> **Exercise description**:
Here is the task for the records below: repeat exactly the lines from the one with "function paint(path, color)" to the one with "M603,0H636L648,15L722,164L568,271L547,164L540,45L598,63Z", both included, and nothing else.

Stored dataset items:

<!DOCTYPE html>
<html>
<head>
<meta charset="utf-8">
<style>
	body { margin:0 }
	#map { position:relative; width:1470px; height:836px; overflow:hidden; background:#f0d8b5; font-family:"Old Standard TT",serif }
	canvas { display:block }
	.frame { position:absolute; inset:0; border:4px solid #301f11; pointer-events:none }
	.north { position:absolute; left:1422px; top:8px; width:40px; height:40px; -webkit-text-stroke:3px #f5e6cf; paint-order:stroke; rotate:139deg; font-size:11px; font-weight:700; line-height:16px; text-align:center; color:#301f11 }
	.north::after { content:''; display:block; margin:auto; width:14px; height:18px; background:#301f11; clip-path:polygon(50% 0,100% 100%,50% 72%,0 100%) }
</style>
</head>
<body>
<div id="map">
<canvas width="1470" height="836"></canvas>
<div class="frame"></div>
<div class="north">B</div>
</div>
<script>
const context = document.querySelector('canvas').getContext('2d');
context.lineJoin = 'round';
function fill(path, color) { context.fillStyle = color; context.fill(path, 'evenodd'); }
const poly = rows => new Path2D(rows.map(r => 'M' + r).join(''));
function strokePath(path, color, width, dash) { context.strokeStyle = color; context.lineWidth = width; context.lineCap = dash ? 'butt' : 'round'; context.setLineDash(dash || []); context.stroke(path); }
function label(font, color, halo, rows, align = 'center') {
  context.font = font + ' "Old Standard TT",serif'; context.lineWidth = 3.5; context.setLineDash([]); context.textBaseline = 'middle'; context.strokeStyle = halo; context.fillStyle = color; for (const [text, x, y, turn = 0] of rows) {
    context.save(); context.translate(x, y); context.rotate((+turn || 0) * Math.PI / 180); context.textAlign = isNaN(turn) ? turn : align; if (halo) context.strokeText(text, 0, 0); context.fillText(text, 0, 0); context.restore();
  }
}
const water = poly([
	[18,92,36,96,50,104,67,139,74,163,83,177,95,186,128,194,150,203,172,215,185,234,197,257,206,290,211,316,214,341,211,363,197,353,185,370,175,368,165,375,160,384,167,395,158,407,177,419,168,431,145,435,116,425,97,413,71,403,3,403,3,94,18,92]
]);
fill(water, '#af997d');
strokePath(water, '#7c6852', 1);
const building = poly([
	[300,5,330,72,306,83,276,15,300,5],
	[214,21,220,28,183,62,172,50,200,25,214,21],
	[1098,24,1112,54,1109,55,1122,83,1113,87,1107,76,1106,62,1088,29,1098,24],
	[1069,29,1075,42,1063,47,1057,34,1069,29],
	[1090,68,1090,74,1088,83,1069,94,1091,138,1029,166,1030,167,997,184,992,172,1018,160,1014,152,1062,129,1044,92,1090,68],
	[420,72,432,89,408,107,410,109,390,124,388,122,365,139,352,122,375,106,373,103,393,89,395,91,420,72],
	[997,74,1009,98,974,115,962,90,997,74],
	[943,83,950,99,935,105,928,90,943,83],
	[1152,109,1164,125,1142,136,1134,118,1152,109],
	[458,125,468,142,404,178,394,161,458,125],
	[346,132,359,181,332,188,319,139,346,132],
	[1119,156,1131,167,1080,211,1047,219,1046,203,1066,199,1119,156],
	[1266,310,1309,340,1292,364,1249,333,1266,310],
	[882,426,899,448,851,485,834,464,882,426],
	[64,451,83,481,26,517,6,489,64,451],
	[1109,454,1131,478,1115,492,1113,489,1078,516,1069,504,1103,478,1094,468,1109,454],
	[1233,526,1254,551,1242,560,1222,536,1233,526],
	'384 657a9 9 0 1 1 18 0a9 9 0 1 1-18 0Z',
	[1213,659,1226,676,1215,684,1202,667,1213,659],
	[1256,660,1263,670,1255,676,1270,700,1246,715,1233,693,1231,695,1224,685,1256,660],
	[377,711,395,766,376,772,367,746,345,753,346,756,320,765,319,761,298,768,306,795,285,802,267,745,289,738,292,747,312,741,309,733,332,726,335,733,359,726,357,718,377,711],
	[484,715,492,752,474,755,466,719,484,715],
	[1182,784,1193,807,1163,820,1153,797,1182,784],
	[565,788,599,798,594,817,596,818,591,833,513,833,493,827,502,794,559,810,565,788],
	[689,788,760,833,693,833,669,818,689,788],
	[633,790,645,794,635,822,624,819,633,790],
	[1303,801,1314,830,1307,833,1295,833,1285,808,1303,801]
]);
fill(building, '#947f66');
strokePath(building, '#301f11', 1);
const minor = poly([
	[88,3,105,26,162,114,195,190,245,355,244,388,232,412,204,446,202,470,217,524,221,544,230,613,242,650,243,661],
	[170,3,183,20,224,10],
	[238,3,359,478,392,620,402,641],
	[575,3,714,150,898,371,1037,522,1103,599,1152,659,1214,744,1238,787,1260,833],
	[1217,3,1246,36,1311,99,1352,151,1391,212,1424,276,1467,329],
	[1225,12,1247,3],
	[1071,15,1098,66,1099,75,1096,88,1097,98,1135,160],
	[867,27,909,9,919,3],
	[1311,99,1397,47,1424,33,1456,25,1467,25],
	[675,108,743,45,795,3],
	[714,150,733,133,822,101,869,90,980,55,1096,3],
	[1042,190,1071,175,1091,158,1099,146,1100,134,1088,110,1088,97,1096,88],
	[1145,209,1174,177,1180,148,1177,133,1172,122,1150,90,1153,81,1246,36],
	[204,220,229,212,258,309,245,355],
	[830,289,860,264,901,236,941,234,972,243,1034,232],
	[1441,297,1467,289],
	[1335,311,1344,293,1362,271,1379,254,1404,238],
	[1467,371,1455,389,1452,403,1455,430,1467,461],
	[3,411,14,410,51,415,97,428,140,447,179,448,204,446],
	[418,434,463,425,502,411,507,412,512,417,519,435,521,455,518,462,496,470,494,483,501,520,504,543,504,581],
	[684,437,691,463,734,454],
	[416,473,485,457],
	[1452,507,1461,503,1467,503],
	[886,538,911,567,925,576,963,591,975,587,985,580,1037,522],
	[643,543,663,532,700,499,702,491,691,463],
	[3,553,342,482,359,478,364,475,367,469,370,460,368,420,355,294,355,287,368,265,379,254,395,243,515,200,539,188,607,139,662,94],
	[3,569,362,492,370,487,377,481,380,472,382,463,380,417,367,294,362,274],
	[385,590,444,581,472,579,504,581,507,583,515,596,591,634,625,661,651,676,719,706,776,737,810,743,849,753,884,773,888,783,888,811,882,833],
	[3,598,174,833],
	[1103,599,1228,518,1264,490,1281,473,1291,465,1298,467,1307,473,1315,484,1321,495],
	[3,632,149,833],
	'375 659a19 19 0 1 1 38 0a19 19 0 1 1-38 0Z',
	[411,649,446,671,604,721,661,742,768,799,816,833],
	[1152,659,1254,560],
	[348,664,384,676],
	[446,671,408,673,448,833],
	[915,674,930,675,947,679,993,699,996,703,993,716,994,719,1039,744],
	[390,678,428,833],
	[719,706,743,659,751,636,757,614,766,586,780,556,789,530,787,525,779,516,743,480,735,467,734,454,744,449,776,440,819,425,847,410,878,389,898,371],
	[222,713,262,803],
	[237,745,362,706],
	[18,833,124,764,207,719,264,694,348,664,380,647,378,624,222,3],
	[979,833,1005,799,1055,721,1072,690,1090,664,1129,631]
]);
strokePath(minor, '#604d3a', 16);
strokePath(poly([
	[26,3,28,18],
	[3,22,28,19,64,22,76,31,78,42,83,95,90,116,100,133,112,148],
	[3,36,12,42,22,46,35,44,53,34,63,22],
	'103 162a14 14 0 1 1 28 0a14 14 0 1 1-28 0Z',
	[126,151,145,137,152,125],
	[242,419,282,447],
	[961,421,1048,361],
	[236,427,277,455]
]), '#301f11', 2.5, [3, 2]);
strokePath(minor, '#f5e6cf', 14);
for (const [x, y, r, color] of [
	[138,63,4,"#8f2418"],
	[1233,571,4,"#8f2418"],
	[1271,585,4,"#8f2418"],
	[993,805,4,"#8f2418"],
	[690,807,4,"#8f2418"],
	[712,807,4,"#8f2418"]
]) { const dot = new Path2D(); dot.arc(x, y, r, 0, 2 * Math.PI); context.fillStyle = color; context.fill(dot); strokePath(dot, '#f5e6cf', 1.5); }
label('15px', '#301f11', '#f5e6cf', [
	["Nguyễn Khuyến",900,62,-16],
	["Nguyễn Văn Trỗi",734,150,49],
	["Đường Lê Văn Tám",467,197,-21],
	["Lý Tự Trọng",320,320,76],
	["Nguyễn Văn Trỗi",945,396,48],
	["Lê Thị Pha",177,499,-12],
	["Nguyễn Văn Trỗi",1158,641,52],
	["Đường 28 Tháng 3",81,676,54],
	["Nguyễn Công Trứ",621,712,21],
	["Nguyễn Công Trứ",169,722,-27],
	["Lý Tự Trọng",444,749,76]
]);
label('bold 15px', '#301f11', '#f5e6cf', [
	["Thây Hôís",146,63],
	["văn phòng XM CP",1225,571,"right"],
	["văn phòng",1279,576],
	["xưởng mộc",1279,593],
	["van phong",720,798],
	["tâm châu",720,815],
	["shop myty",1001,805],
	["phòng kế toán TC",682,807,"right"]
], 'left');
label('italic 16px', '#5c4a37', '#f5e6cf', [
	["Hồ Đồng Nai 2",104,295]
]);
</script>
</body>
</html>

* * *

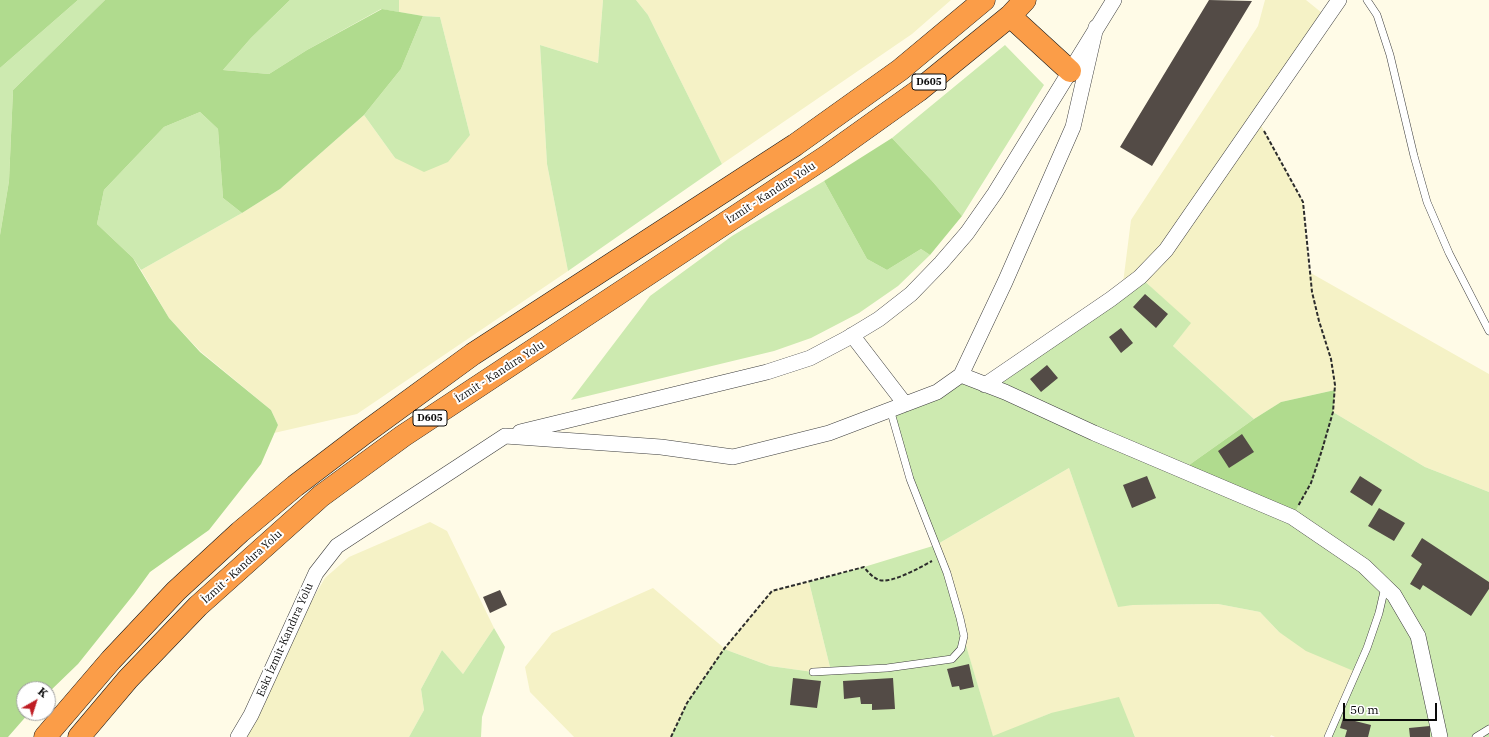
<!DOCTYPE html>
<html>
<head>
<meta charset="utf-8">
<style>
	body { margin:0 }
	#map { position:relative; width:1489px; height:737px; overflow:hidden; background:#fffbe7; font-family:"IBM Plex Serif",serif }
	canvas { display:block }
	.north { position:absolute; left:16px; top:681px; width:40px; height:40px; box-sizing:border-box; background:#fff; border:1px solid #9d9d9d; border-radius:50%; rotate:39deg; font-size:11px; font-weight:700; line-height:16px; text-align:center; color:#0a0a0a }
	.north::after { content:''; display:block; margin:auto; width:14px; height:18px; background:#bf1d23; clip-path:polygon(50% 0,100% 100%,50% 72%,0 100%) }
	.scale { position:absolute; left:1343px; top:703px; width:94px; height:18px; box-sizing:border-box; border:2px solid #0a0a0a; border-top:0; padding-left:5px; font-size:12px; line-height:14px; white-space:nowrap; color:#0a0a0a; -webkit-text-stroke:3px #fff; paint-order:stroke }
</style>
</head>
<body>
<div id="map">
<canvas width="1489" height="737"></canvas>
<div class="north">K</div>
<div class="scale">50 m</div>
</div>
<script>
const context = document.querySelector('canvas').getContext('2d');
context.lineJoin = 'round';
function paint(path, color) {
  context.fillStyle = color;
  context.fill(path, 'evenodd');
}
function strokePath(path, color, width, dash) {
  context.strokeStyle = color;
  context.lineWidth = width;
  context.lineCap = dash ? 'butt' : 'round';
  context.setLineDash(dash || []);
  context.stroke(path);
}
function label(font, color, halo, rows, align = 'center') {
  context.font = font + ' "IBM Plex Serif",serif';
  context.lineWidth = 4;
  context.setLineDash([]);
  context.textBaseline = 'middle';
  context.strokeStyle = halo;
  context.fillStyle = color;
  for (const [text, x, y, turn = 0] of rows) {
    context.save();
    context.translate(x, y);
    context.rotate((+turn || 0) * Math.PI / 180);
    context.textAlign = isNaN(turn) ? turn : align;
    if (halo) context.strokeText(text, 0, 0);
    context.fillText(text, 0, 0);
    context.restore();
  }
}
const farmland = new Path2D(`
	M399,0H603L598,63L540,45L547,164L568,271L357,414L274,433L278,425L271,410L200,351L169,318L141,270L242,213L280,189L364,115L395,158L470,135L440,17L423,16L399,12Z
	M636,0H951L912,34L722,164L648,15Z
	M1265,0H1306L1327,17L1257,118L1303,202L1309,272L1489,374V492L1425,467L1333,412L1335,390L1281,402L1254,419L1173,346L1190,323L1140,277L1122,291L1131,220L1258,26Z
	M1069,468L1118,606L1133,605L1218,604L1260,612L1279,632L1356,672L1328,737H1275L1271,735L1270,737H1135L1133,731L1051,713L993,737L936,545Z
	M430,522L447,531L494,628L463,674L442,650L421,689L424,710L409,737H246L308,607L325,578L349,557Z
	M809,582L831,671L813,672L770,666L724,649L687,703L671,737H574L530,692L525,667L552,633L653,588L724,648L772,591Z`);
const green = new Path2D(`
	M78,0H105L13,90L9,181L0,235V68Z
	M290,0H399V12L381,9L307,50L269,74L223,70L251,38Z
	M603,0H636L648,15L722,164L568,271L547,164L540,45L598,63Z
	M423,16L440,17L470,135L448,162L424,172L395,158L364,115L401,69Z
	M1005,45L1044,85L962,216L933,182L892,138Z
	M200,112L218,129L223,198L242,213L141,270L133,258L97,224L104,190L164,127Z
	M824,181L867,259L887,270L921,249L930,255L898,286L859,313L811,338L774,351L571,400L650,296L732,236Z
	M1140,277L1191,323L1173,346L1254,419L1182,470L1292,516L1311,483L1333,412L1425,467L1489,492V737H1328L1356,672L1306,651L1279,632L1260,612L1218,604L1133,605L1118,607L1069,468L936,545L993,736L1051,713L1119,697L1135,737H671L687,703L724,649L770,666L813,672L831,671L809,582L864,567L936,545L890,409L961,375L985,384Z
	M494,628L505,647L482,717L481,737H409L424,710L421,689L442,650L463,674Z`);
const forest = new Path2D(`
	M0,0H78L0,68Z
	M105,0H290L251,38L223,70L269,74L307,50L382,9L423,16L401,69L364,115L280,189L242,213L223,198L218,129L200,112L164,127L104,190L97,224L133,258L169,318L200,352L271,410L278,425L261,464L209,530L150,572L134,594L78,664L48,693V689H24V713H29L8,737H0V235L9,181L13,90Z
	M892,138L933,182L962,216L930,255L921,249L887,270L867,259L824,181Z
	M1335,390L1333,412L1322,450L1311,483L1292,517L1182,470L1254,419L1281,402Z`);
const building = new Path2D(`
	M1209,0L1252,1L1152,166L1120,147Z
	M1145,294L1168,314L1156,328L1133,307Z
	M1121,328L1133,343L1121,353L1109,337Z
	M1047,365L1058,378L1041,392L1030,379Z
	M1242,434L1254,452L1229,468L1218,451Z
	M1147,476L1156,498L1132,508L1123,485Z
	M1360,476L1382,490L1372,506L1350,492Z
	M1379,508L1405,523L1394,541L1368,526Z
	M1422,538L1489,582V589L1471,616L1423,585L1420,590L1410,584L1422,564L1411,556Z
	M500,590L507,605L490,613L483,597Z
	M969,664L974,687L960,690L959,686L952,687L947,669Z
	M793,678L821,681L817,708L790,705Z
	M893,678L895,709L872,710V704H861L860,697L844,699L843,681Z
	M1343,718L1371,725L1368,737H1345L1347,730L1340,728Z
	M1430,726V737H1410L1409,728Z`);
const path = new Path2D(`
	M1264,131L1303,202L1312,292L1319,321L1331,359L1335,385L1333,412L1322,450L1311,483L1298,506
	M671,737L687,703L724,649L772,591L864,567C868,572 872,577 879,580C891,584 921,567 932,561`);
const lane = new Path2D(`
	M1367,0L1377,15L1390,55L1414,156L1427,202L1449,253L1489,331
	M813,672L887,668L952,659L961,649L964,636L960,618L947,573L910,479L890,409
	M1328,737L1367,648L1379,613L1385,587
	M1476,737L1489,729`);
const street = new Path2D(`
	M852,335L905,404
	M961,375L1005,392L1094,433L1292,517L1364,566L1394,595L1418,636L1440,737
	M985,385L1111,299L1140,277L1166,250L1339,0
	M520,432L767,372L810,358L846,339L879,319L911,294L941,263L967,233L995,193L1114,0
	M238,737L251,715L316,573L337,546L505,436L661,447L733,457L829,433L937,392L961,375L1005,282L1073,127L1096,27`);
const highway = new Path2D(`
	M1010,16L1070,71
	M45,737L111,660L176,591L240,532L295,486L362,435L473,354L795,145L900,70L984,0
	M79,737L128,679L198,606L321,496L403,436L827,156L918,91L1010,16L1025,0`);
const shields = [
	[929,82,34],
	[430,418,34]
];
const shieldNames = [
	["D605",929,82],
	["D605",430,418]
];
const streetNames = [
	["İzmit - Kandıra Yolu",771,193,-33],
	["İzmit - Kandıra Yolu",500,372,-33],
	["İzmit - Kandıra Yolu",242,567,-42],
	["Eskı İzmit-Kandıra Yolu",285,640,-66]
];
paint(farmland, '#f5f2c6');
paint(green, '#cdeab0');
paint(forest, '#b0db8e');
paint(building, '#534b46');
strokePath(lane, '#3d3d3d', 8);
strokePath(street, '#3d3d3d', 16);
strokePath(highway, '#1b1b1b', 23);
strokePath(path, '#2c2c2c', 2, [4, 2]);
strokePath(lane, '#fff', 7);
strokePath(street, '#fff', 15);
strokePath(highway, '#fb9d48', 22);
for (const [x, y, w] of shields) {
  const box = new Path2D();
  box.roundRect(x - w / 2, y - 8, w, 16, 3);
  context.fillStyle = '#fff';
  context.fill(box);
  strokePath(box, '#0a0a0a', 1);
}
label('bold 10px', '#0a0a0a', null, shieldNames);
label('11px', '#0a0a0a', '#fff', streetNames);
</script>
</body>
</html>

> **Your response**:
function paint(path, color) {
  context.fillStyle = color;
  context.fill(path, 'evenodd');
}
function strokePath(path, color, width, dash) {
  context.strokeStyle = color;
  context.lineWidth = width;
  context.lineCap = dash ? 'butt' : 'round';
  context.setLineDash(dash || []);
  context.stroke(path);
}
function label(font, color, halo, rows, align = 'center') {
  context.font = font + ' "IBM Plex Serif",serif';
  context.lineWidth = 4;
  context.setLineDash([]);
  context.textBaseline = 'middle';
  context.strokeStyle = halo;
  context.fillStyle = color;
  for (const [text, x, y, turn = 0] of rows) {
    context.save();
    context.translate(x, y);
    context.rotate((+turn || 0) * Math.PI / 180);
    context.textAlign = isNaN(turn) ? turn : align;
    if (halo) context.strokeText(text, 0, 0);
    context.fillText(text, 0, 0);
    context.restore();
  }
}
const farmland = new Path2D(`
	M399,0H603L598,63L540,45L547,164L568,271L357,414L274,433L278,425L271,410L200,351L169,318L141,270L242,213L280,189L364,115L395,158L470,135L440,17L423,16L399,12Z
	M636,0H951L912,34L722,164L648,15Z
	M1265,0H1306L1327,17L1257,118L1303,202L1309,272L1489,374V492L1425,467L1333,412L1335,390L1281,402L1254,419L1173,346L1190,323L1140,277L1122,291L1131,220L1258,26Z
	M1069,468L1118,606L1133,605L1218,604L1260,612L1279,632L1356,672L1328,737H1275L1271,735L1270,737H1135L1133,731L1051,713L993,737L936,545Z
	M430,522L447,531L494,628L463,674L442,650L421,689L424,710L409,737H246L308,607L325,578L349,557Z
	M809,582L831,671L813,672L770,666L724,649L687,703L671,737H574L530,692L525,667L552,633L653,588L724,648L772,591Z`);
const green = new Path2D(`
	M78,0H105L13,90L9,181L0,235V68Z
	M290,0H399V12L381,9L307,50L269,74L223,70L251,38Z
	M603,0H636L648,15L722,164L568,271L547,164L540,45L598,63Z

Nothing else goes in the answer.